10. We heard both sides in detail in the light of the grounds of appeal and the orders of the lower authorities, besides the cash-law cited before us, and the Accounting Standards pronounced by the ICAI in AS-6, AS-7 and IAS-4. We have also perused the detailed paper-book and considered the rival contentions in detail.

11. Firstly, we may examine the contention of the assessee-company in respect of allowance of additional depreciation worked out on the basis of the revaluation cost of the assets of the assessee-company. This contention arises in the context of the application of s. 115J of the IT Act, 1961. According to s. 115J, where the total income as computed under the IT Act, 1961 in respect of the relevant previous year is less than 30 per cent of its book profit, the total income of the assessee chargeable to tax for the relevant assessment year shall be deemed to be an amount equal to 30 per cent of the said book profit. For the purposes of s. 115J, book profit means the net profit shown in the P&L a/c, for the relevant previous year, but subject to various adjustments provided for in Explanation to Sub-s. (1A) of s. 115J. The P&L a/c shall, for this purpose, be prepared in accordance with the provisions of Part-II and Part-III of Sch.-VI of the Companies Act, 1956. As per the provisions of Part-II and Part-III of Sch.-VI of the Companies Act, the assessee-company has to charge depreciation to its P&L a/c. Secs.

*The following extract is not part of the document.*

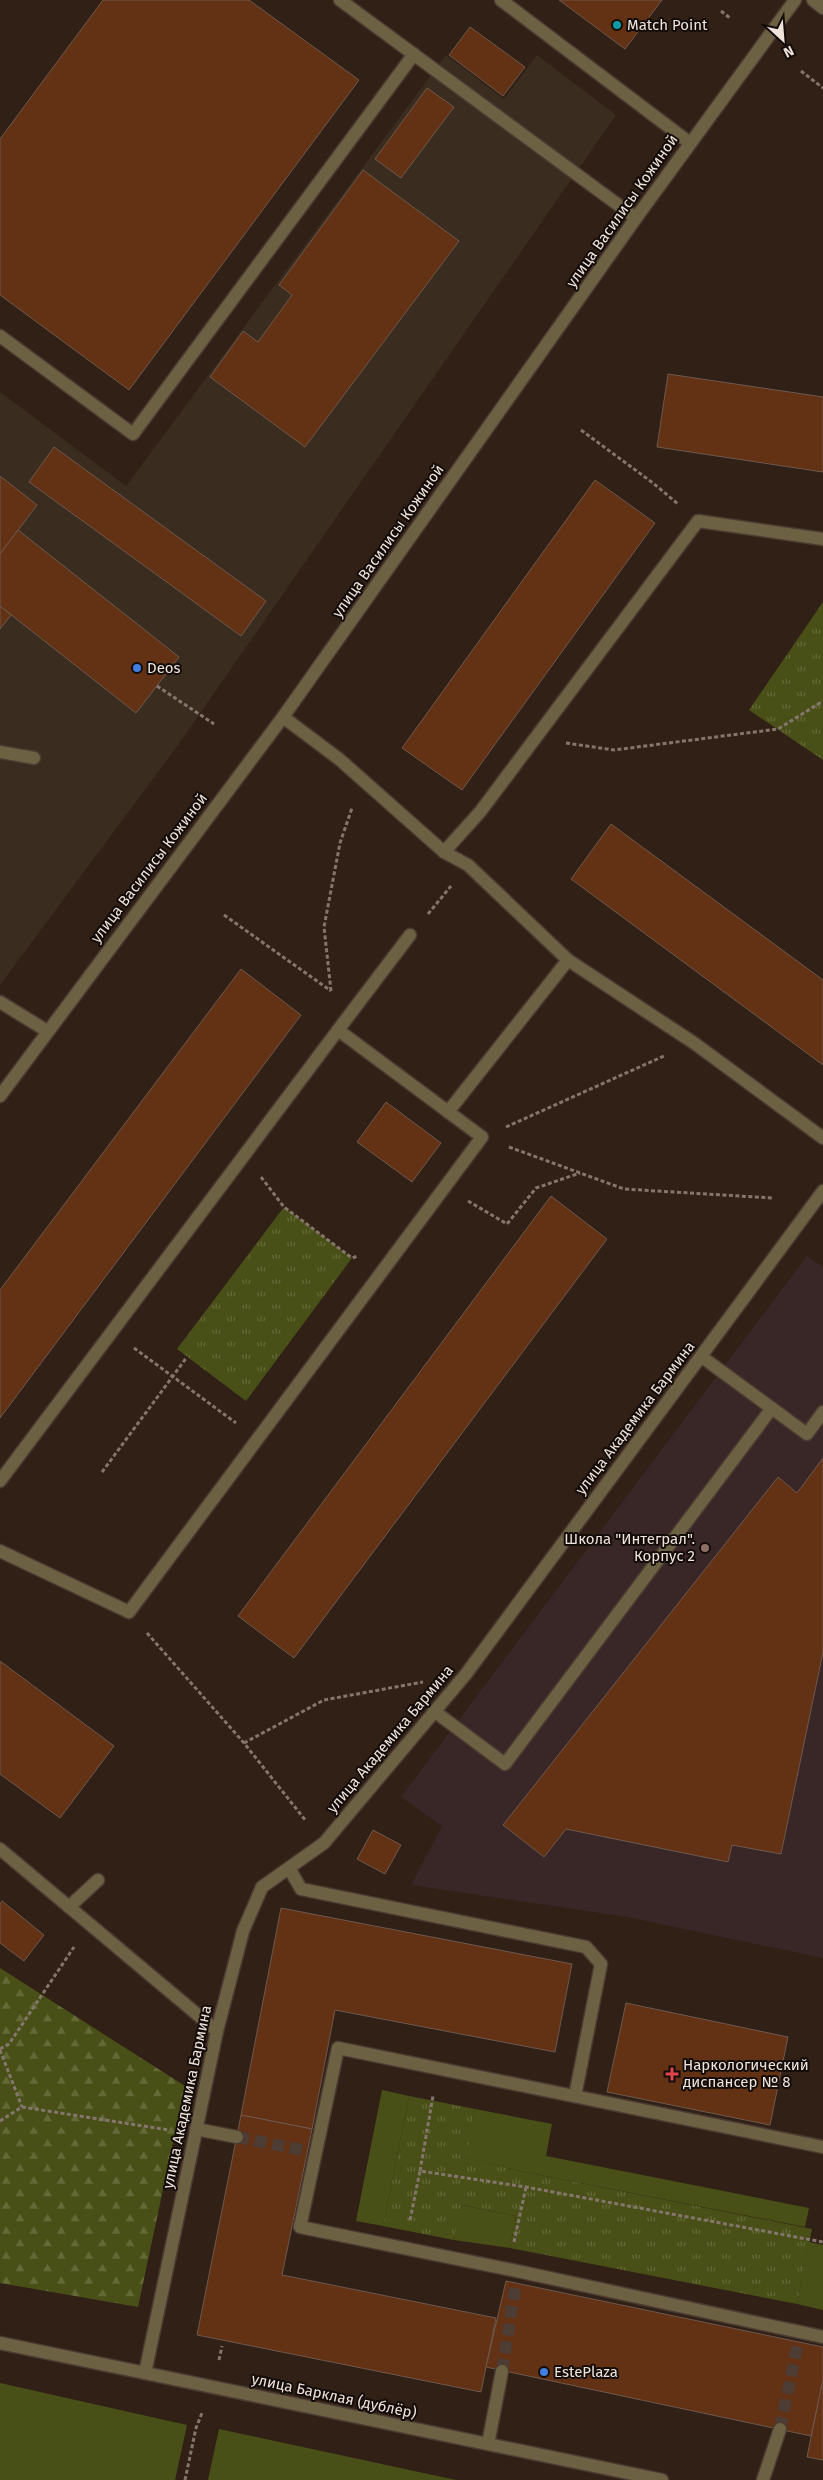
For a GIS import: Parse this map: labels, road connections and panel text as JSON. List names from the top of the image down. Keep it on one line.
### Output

205 and 350 of the Companies Act, 1956 and Sch. XVI thereto prescribe the method and conditions for computing the minimum depreciation that should be invariably charged to the P&L a/c of a company. There is no bar on an assessee-company for providing a higher amount of depreciation than the statutory minimum requirement. The assessee-company in the instant case has revalued its assets in the previous year relevant to the assessment year under appeal. The revaluation has been done on the basis of a valuation report. While preparing its final accounts according to the provisions of Sch. VI to the Companies Act as on 31st March, 1990, the assessee-company has adopted the revalued cost of its assets in its accounts, instead of the historical cost of the assets brought down from the preceding year at its written down value. The assessee-company has computed the depreciation under the provisions of the Companies Act on the revalued cost of the assets. It worked out to Rs. 3,28,13,931. As against this, the depreciation on the written down value of the historical cost of the assets brought down from the preceding year worked out to Rs. 65,01,742. The amount of depreciation that the assessee-company has charged and debited to P&L a/c is the amount worked out on the revalued cost of assets. Thus, the assessee-company has charged a higher amount of depreciation based on the revalued cost of assets. Consequently, if the assessee-company has not revalued its assets the depreciation chargeable would have been a lesser amount, since it would be worked out on the basis of the historical cost of the assets at their written down value, only. Instead of charging the depreciation on the written down value the assessee-company has charged the higher amount of depreciation, which invariably included the additional depreciation brought out on account of revaluation of assets. As a result of this, the book profit of the assessee-company has come down substantially, which has a direct bearing on the computation of deemed income under s.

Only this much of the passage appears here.